(Saved data entries)
========

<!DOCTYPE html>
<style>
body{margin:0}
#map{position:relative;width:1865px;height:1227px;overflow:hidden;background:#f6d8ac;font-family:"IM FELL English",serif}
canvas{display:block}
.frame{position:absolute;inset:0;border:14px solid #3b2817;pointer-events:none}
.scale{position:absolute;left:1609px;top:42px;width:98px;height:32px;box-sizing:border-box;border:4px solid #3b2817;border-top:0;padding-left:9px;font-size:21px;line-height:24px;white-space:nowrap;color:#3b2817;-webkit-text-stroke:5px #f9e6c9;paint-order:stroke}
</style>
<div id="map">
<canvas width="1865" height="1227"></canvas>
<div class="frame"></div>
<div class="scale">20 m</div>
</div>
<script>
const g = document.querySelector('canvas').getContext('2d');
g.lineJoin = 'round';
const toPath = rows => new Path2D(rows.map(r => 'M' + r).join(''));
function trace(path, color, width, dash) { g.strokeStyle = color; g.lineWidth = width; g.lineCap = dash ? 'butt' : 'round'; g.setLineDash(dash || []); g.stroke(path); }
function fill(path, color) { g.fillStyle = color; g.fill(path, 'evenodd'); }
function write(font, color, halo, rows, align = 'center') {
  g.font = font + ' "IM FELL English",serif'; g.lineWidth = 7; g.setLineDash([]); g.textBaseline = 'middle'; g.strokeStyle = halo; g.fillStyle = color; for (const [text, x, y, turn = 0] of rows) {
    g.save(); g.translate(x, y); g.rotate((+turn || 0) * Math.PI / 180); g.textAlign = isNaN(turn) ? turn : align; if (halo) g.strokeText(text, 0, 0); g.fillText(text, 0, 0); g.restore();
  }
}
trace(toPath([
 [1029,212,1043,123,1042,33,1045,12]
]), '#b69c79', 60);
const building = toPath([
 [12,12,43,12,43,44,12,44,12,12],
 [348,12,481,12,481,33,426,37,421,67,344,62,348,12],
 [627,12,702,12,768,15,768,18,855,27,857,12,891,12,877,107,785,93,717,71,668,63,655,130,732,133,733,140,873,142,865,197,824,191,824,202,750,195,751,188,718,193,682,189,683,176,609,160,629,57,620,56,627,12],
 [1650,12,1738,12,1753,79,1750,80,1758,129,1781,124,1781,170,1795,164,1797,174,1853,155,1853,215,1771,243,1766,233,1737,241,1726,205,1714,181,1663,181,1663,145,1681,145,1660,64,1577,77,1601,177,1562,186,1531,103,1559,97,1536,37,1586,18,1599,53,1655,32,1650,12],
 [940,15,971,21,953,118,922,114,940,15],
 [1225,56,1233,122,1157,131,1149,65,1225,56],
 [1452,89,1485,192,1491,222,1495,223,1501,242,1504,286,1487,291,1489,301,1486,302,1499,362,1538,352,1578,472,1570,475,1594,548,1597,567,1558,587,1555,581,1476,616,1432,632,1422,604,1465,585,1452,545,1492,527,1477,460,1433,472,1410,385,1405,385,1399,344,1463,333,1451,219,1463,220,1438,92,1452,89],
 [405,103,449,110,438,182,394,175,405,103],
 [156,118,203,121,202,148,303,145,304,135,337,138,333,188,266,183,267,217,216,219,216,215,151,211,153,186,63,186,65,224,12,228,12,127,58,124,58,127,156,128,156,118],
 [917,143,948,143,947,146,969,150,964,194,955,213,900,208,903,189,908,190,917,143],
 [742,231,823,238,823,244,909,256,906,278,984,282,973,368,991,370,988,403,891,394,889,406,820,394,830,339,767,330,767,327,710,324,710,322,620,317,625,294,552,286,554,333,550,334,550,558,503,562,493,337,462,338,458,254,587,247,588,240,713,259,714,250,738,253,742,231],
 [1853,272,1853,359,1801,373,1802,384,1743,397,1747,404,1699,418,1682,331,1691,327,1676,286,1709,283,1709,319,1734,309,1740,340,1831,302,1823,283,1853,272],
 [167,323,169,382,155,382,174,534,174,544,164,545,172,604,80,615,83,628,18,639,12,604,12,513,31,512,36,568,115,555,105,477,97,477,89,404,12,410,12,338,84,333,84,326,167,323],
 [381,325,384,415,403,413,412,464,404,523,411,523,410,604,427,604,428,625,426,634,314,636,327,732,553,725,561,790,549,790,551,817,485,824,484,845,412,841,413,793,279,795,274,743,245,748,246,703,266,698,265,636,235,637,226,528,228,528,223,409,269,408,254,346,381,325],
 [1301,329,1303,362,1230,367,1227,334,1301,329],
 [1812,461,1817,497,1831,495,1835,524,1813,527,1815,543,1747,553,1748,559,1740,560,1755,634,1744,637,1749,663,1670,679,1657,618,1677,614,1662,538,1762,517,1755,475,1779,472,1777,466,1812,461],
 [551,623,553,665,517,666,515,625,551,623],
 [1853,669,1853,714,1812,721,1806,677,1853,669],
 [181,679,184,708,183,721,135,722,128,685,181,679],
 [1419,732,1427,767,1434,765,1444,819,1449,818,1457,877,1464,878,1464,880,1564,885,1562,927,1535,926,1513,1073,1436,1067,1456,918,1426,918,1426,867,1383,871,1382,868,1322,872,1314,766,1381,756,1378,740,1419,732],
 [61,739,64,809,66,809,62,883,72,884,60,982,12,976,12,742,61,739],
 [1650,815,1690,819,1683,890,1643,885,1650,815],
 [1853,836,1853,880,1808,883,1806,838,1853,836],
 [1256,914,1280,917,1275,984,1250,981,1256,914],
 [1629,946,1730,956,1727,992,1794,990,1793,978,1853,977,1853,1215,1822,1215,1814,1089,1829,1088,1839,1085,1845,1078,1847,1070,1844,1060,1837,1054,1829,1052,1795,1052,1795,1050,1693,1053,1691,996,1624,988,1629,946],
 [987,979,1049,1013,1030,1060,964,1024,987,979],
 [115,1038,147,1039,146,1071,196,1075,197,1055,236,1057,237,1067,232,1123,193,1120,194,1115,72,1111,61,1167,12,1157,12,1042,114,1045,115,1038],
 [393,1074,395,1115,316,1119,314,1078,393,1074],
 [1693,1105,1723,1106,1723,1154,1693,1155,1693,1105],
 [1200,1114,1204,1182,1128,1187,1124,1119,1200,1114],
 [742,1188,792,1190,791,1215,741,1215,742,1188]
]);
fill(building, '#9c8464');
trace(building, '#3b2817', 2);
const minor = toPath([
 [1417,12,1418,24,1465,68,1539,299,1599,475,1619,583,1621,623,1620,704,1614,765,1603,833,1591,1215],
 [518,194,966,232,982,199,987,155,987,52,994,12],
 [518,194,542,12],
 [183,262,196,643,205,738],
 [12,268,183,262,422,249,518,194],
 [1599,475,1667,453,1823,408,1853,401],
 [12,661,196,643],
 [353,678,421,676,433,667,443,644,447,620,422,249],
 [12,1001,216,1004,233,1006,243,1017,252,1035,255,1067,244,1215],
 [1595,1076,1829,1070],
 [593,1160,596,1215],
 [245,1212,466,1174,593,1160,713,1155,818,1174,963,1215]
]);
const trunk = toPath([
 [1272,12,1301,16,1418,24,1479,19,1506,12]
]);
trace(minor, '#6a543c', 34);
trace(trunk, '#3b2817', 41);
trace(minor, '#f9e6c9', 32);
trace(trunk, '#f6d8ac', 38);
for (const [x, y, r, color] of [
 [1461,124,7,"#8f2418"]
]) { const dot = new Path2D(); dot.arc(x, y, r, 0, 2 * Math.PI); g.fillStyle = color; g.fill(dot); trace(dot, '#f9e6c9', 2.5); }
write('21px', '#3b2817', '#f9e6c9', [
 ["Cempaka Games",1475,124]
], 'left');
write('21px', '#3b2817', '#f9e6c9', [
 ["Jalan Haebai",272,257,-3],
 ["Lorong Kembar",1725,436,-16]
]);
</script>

========

* Aim of the exercise
Of the entries above, repeat exactly the lines between the line with "g.lineJoin = 'round';" and the line with "function fill(path, color)", inclusive, and no others.

* Exercise response
g.lineJoin = 'round';
const toPath = rows => new Path2D(rows.map(r => 'M' + r).join(''));
function trace(path, color, width, dash) { g.strokeStyle = color; g.lineWidth = width; g.lineCap = dash ? 'butt' : 'round'; g.setLineDash(dash || []); g.stroke(path); }
function fill(path, color) { g.fillStyle = color; g.fill(path, 'evenodd'); }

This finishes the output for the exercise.